→ **Supplied information**
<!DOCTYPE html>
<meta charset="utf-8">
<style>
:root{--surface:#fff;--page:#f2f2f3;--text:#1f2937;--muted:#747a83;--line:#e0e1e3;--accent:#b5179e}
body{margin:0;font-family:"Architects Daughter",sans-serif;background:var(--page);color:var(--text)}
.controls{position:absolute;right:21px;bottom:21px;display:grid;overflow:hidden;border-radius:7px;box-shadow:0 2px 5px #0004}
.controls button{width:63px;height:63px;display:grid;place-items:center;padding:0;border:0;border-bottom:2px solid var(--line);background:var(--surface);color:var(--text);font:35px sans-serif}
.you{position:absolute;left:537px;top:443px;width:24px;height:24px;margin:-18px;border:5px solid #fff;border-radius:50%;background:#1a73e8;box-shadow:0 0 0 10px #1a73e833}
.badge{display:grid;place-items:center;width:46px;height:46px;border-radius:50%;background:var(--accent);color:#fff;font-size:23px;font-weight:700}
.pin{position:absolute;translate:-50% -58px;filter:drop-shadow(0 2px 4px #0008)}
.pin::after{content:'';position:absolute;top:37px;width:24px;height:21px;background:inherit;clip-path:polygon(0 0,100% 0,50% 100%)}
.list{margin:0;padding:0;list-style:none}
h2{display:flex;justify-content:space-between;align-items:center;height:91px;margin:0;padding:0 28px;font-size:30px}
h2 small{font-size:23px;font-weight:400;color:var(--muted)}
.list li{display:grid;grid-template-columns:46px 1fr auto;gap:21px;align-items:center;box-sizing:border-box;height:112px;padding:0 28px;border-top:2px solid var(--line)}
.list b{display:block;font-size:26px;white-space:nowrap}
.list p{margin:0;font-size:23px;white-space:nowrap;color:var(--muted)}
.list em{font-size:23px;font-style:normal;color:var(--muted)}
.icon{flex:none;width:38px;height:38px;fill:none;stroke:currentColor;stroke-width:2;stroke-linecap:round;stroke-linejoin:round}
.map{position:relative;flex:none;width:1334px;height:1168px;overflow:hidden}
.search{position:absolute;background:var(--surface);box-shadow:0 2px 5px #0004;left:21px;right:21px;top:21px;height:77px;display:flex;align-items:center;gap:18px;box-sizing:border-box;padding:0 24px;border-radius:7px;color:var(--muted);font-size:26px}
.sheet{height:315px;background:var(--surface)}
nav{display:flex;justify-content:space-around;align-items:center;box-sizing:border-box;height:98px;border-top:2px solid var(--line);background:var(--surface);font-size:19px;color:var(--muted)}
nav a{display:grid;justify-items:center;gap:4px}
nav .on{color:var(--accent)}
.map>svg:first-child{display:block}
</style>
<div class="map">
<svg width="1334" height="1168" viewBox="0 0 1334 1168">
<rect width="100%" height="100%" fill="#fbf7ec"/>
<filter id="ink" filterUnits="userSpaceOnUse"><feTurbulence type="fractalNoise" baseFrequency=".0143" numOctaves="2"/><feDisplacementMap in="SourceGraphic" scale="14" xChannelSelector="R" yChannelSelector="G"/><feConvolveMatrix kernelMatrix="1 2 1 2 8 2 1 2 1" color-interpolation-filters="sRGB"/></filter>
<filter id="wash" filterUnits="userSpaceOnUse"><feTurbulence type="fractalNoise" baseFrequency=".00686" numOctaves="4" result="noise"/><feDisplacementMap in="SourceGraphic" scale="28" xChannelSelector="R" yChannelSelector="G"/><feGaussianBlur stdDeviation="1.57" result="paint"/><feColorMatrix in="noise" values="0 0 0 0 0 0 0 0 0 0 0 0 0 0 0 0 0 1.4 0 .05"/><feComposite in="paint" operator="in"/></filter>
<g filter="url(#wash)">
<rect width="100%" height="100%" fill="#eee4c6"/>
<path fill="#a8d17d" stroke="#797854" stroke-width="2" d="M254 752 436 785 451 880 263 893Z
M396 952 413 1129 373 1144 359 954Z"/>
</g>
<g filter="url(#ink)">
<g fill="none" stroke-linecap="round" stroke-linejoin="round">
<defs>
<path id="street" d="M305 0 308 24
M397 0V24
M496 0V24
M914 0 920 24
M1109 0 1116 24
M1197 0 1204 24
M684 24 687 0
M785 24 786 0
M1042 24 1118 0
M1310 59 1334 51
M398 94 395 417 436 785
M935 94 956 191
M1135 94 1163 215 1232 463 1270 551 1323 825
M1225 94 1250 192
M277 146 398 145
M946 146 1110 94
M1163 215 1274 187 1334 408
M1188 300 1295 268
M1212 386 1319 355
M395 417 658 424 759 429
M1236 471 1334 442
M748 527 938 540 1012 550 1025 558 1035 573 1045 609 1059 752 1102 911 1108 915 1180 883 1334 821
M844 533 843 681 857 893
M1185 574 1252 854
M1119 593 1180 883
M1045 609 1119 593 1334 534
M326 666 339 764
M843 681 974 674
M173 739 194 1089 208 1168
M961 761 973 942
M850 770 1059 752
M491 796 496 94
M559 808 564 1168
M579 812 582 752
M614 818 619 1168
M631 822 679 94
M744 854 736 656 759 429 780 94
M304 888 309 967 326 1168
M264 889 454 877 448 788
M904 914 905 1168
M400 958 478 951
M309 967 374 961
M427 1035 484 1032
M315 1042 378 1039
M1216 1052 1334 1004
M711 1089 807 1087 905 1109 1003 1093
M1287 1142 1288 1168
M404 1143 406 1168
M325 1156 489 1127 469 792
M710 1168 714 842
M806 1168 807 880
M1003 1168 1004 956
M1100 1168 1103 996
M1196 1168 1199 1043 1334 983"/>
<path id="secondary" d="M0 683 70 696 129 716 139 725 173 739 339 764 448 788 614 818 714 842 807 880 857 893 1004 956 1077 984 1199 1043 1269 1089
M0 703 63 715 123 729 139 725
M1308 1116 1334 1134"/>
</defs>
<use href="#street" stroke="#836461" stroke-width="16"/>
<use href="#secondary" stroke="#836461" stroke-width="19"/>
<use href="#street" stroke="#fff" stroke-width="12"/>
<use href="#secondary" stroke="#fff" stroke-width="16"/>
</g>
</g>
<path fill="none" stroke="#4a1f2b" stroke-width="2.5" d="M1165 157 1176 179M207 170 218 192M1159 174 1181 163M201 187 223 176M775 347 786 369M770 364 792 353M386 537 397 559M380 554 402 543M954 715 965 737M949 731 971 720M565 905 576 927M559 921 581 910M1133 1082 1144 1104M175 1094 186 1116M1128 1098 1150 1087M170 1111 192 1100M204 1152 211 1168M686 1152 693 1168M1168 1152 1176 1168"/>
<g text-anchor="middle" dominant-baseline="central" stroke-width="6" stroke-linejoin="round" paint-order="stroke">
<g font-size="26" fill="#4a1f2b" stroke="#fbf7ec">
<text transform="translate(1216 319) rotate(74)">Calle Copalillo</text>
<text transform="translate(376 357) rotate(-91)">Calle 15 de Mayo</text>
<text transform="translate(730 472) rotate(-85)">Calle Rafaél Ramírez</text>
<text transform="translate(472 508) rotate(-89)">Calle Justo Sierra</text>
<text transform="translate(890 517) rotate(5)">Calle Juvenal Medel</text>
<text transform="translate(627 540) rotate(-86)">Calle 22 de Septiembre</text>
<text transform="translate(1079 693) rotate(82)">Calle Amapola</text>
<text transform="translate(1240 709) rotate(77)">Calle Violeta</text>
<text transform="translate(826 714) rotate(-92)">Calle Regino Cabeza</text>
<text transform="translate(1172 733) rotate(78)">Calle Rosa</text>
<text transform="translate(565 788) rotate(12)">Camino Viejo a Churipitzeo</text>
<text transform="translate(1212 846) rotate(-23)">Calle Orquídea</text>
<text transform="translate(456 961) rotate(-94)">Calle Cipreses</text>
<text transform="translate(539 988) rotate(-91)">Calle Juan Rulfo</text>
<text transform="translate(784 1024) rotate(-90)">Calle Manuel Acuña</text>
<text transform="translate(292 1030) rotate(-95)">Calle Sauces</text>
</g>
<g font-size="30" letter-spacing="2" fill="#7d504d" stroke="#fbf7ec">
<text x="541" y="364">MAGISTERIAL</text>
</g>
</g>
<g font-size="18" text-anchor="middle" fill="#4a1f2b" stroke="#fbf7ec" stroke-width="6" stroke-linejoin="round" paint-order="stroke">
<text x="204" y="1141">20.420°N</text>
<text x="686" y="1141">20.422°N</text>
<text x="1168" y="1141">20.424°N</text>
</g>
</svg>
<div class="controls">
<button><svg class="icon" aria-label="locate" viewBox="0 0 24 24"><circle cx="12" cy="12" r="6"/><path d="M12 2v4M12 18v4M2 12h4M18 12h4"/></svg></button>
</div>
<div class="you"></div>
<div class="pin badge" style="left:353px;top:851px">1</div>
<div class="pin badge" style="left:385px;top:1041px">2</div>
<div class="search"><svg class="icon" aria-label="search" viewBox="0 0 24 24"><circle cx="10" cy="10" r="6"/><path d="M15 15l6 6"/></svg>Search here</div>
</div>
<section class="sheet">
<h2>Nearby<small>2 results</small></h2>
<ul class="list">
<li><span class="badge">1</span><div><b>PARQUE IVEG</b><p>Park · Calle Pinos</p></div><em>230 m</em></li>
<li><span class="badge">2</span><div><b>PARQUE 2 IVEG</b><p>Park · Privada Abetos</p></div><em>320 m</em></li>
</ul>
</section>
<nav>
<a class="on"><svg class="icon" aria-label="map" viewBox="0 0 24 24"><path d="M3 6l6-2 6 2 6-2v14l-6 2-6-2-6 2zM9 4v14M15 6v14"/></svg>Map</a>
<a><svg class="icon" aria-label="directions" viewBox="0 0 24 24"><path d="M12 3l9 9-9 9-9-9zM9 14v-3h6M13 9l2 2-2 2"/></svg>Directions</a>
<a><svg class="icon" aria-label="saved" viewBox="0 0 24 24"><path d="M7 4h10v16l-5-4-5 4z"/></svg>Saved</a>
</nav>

--

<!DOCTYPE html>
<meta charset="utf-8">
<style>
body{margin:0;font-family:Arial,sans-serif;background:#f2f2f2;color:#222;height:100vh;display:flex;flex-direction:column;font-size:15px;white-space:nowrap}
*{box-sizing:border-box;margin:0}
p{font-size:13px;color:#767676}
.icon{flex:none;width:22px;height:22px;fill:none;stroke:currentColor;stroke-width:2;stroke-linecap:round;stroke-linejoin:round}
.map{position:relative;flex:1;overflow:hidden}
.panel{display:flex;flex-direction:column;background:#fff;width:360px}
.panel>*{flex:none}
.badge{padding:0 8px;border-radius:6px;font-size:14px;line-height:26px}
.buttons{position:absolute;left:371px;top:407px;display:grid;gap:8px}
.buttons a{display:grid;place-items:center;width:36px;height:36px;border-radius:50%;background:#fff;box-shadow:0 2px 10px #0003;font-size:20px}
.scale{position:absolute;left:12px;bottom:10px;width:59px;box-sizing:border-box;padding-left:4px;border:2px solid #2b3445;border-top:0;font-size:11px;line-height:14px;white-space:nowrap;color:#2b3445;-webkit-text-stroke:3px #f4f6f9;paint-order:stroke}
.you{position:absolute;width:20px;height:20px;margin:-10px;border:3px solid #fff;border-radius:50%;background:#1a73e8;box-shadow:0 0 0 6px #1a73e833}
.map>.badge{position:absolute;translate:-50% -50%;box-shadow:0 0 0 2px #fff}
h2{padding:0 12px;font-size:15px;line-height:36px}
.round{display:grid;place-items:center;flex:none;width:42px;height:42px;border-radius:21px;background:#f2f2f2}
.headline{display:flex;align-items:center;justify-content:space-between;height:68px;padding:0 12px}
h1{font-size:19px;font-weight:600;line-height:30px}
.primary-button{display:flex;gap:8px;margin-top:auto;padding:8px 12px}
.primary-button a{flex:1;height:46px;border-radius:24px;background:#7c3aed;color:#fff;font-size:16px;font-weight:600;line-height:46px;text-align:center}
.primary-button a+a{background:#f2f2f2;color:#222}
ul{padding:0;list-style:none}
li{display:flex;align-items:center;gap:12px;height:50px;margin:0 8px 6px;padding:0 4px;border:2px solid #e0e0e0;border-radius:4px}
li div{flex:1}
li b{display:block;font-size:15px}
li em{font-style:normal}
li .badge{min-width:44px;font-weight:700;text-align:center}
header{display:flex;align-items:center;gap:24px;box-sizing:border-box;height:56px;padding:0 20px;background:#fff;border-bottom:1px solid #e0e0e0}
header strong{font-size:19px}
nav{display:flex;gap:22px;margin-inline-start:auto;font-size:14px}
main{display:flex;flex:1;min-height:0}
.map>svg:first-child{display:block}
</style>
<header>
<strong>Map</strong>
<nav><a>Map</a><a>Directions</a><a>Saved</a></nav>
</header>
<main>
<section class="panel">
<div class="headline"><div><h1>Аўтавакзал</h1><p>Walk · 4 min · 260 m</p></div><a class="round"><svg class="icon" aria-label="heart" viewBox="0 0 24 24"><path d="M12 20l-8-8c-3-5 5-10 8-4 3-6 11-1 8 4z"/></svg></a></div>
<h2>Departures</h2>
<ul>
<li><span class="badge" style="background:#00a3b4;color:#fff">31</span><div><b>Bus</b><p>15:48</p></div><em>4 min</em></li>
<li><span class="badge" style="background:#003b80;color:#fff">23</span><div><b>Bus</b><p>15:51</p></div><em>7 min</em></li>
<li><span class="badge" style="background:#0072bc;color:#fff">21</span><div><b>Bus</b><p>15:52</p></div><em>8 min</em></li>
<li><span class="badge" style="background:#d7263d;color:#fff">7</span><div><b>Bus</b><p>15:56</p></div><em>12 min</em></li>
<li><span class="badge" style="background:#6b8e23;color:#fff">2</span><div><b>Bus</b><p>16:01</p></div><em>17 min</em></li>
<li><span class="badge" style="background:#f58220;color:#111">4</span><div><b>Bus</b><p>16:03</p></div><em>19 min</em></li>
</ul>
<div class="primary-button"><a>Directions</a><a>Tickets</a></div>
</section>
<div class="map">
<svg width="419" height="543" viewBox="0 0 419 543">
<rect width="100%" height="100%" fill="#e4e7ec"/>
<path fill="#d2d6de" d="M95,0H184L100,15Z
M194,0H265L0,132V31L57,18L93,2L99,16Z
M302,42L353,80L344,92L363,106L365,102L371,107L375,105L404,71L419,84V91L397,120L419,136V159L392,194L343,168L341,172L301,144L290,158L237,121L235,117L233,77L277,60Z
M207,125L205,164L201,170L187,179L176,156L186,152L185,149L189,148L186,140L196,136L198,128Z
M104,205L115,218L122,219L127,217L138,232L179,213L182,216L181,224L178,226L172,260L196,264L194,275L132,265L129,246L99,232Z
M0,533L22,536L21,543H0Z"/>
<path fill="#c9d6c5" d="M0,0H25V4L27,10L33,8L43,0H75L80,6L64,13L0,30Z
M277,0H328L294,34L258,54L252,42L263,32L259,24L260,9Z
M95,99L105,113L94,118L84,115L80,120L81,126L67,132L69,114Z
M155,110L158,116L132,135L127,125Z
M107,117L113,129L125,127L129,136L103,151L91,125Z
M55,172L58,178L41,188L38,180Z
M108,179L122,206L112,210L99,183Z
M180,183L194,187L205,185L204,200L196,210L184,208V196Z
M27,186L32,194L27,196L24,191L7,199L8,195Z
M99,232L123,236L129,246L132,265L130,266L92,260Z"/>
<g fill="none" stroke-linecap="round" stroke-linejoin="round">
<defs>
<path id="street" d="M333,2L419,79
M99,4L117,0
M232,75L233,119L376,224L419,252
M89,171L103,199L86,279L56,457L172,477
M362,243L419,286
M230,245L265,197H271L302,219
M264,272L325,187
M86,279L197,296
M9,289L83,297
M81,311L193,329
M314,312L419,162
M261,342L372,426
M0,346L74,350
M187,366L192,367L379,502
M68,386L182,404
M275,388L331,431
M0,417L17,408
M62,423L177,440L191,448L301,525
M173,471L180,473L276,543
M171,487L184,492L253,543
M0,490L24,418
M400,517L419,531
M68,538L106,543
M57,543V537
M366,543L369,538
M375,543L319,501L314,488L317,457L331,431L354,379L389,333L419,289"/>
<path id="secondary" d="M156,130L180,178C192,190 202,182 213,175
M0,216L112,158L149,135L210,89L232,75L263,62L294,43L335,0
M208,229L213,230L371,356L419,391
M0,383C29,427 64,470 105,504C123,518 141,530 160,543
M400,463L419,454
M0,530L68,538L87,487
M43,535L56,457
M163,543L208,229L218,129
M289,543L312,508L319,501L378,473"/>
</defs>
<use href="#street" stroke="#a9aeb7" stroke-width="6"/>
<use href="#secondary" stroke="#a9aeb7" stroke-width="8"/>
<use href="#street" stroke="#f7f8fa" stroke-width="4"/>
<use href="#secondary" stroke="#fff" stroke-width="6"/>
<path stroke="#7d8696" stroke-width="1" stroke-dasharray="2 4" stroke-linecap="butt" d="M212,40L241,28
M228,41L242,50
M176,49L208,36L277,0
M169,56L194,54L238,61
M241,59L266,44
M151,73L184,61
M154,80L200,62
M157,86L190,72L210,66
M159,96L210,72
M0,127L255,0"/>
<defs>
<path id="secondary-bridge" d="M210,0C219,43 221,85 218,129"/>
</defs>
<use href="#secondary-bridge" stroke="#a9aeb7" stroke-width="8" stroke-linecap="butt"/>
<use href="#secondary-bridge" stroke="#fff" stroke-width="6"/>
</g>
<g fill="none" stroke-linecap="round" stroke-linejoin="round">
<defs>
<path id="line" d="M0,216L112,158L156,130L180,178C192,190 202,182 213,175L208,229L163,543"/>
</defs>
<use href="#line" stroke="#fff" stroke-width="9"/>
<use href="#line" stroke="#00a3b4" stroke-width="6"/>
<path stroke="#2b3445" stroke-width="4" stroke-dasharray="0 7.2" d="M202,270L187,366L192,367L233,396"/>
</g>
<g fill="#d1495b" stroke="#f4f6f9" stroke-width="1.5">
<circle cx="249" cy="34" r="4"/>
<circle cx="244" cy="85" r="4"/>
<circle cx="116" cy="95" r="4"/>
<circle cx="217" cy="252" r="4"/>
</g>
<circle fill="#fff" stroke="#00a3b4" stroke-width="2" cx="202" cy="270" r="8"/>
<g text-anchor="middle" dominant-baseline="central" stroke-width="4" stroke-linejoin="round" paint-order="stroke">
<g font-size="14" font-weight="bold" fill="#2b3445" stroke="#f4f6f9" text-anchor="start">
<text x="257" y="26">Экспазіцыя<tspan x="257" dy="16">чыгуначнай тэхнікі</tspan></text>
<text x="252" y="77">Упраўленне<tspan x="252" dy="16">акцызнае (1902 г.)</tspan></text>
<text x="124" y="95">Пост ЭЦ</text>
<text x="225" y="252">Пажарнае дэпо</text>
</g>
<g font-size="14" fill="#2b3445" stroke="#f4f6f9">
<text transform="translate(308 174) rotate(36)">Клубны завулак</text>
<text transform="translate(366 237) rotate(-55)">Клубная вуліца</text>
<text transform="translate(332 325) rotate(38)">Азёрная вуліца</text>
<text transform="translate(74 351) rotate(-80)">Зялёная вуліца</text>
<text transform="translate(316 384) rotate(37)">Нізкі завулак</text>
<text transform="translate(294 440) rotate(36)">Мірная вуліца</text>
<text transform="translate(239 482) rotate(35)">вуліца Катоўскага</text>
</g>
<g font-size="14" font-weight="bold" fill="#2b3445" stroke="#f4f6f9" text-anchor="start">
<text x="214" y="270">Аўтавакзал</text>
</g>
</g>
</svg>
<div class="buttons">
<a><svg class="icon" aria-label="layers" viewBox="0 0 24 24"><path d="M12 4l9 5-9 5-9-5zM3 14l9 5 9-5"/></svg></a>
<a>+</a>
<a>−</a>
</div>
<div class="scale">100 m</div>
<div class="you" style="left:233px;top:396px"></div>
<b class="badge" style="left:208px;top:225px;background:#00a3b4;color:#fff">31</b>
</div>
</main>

→ **Exercise goal**
When a line among the entries above contains "userSpaceOnUse", copy it.

→ **Problem solution**
<filter id="ink" filterUnits="userSpaceOnUse"><feTurbulence type="fractalNoise" baseFrequency=".0143" numOctaves="2"/><feDisplacementMap in="SourceGraphic" scale="14" xChannelSelector="R" yChannelSelector="G"/><feConvolveMatrix kernelMatrix="1 2 1 2 8 2 1 2 1" color-interpolation-filters="sRGB"/></filter>
<filter id="wash" filterUnits="userSpaceOnUse"><feTurbulence type="fractalNoise" baseFrequency=".00686" numOctaves="4" result="noise"/><feDisplacementMap in="SourceGraphic" scale="28" xChannelSelector="R" yChannelSelector="G"/><feGaussianBlur stdDeviation="1.57" result="paint"/><feColorMatrix in="noise" values="0 0 0 0 0 0 0 0 0 0 0 0 0 0 0 0 0 1.4 0 .05"/><feComposite in="paint" operator="in"/></filter>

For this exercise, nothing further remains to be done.